Bankers are taking longer to issue business loans and asking for more collateral when they do issue them, according to bankers around Richmond.
Even companies with solid credit and long-established relationships are having more trouble getting financing, which is an essential ingredient for growth. The number of loan requests, meanwhile, is also falling.
“Entrepreneurs feel like expansion may not be the right thing to be doing right now,” said David Fairchild, the CEO at First Market Bank, adding that requests for new lines of credit have decreased around 30% in the last several months.
Fairchild said lending standards are getting stricter.
“There’s a lower chance of getting repaid,” Fairchild said, noting the weak consumer confidence and high gas prices. “Overall, we’re seeing companies that are decreasing in profitability.”
Although local banks are not suffering form the huge subprime write-downs plaguing some bigger banks (i.e. Wachovia), as the economy sours, so do some loans, in particular real estate and auto loans. Banks themselves are less profitable now than last year.
And so bankers are looking harder at and taking longer to decide on authorizing any new business loans.
Several big hotel projects have been shelved because lenders are unwilling to strike a check, bankers say, doubting that the hotels will be profitable.

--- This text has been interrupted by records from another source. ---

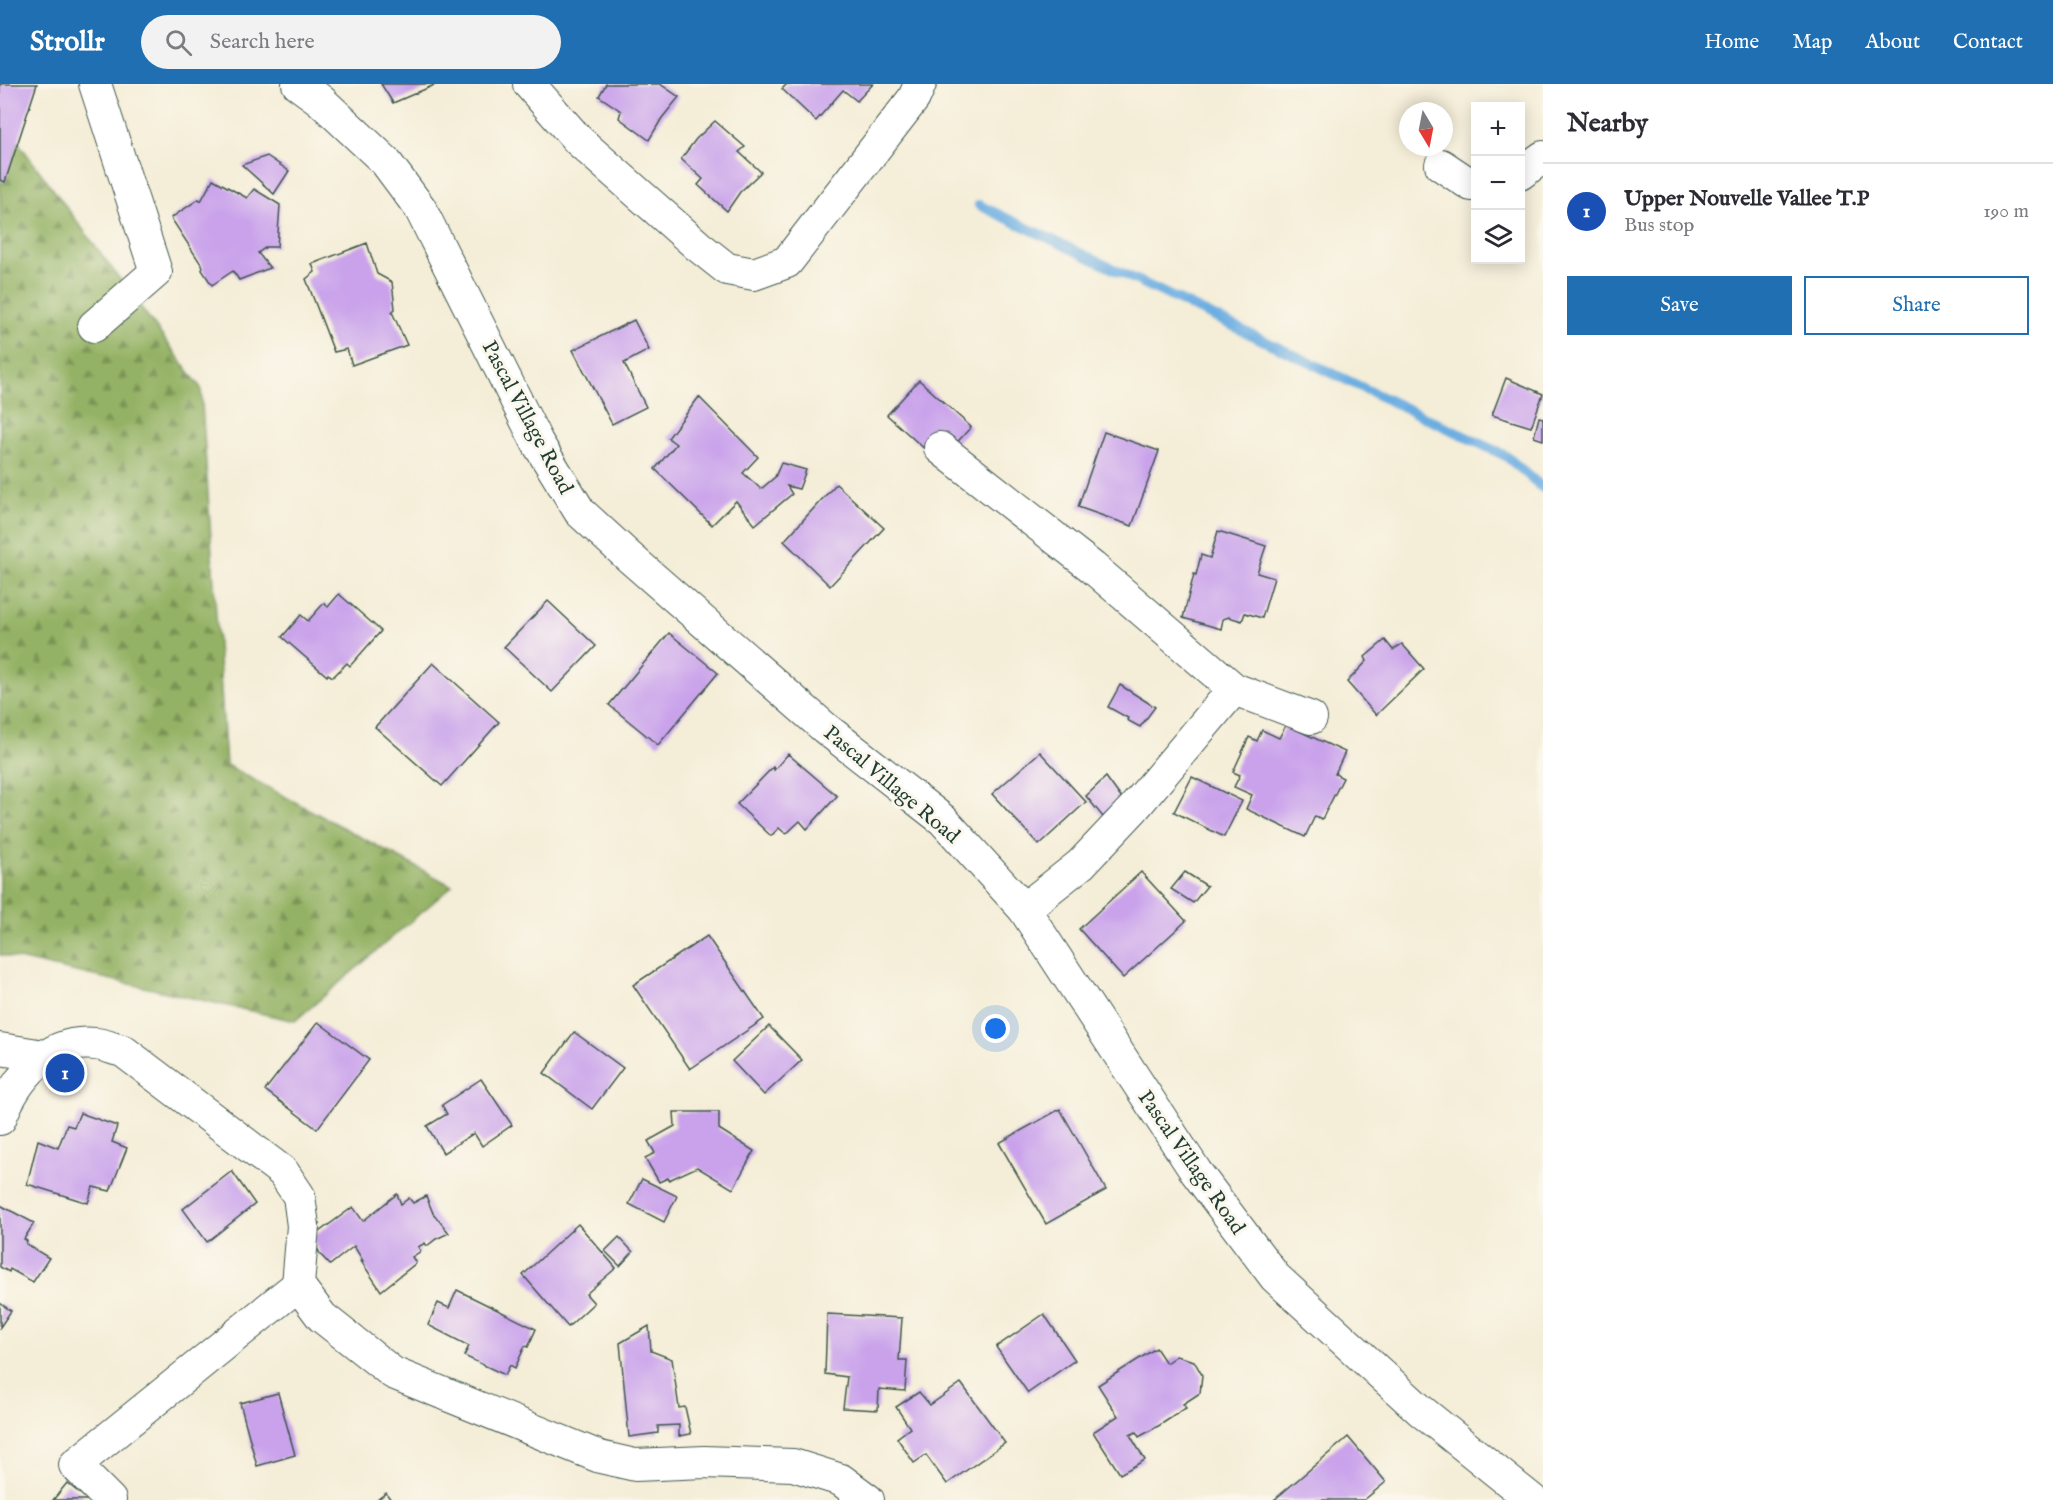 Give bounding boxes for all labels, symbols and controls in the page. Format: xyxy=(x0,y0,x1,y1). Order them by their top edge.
search box xyxy=(141,15,561,69)
text: Strollr xyxy=(30,25,105,60)
icon: search xyxy=(162,26,195,59)
text: Search here xyxy=(210,28,315,56)
text: Home xyxy=(1704,29,1759,56)
text: Map xyxy=(1792,29,1832,56)
text: About xyxy=(1865,29,1920,56)
text: Contact xyxy=(1953,29,2023,56)
north arrow xyxy=(1399,102,1453,156)
map controls xyxy=(1471,102,1525,264)
button: + xyxy=(1471,102,1525,156)
text: Nearby xyxy=(1567,107,1648,140)
button: − xyxy=(1471,156,1525,210)
text: Upper Nouvelle Vallee T.P xyxy=(1624,185,1869,213)
text: 1 xyxy=(1583,199,1590,224)
text: 190 m xyxy=(1983,199,2029,224)
button: layers xyxy=(1471,210,1525,264)
text: Bus stop xyxy=(1624,213,1694,238)
button: Save xyxy=(1567,276,1792,335)
button: Share xyxy=(1804,276,2029,335)
street label: Pascal Village Road xyxy=(475,336,579,500)
street label: Pascal Village Road xyxy=(817,720,965,851)
your location xyxy=(981,1014,1010,1043)
pin: 1 xyxy=(46,1050,84,1096)
street label: Pascal Village Road xyxy=(1131,1086,1251,1241)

And there’s reason to be more careful. Certain businesses are taking longer to make loan payments, and entire sectors are under greater strain; retail and real estate, in particular. Defaults are starting to creep up, according to bankers.
Overall, the value of credit held by banks nationwide shrank 1.5% from the first quarter, according to Federal Reserve data. In an April Fed study, 52% of surveyed bankers said they tightened lending standards for companies with annual sales of less than $50 million.

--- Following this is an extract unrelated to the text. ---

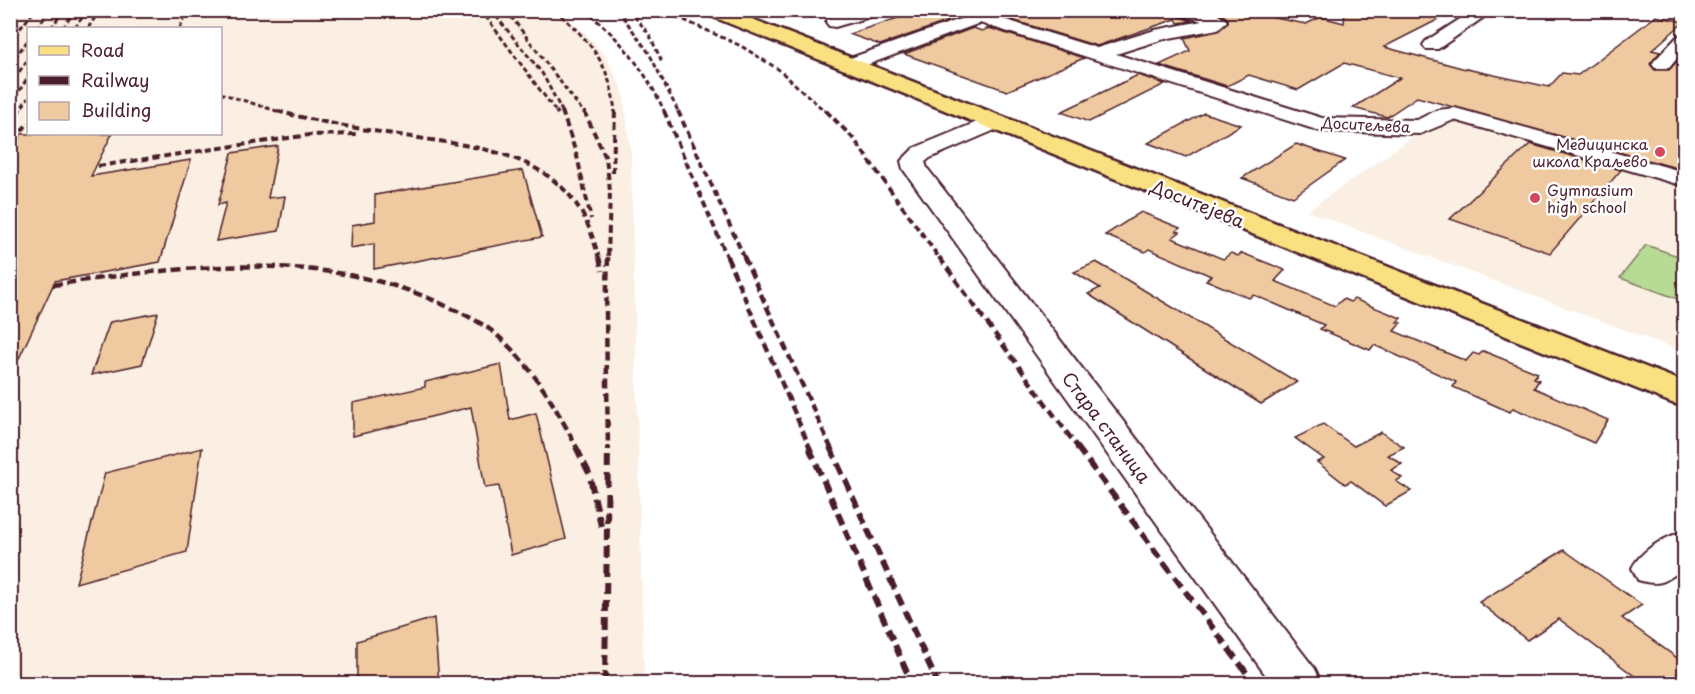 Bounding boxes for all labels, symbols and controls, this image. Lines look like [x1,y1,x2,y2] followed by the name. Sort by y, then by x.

John Neal, president and CEO at Union Bank & Trust, said his bank hasn’t changed down payments, but that the bank is looking much closer at each loan and approaching some sectors with trepidation.
“What we’re seeing is really domino effect ripples from the decline in housing,” Neal said.
New deals are requiring more due diligence, which involves an examination of any collateral. Because any collateral might have to be sold if a business fails, lenders have decreased the amount in which they will lend because those assets are harder to liquidate in a slow economy.
“There’s no market for it if the loan goes into default,” Neal said.
When Union Bank & Trust looks at a potential client’s books, it’s taking those financials statements with a grain of salt because the previous three years were during good times – and pre $4-gas.
“We knot some businesses are not going to be able to perform at same level as in 2006 and 2007,” he said.
When the bank agrees to lend money, it’s valuing any property or collateral at a lower rate.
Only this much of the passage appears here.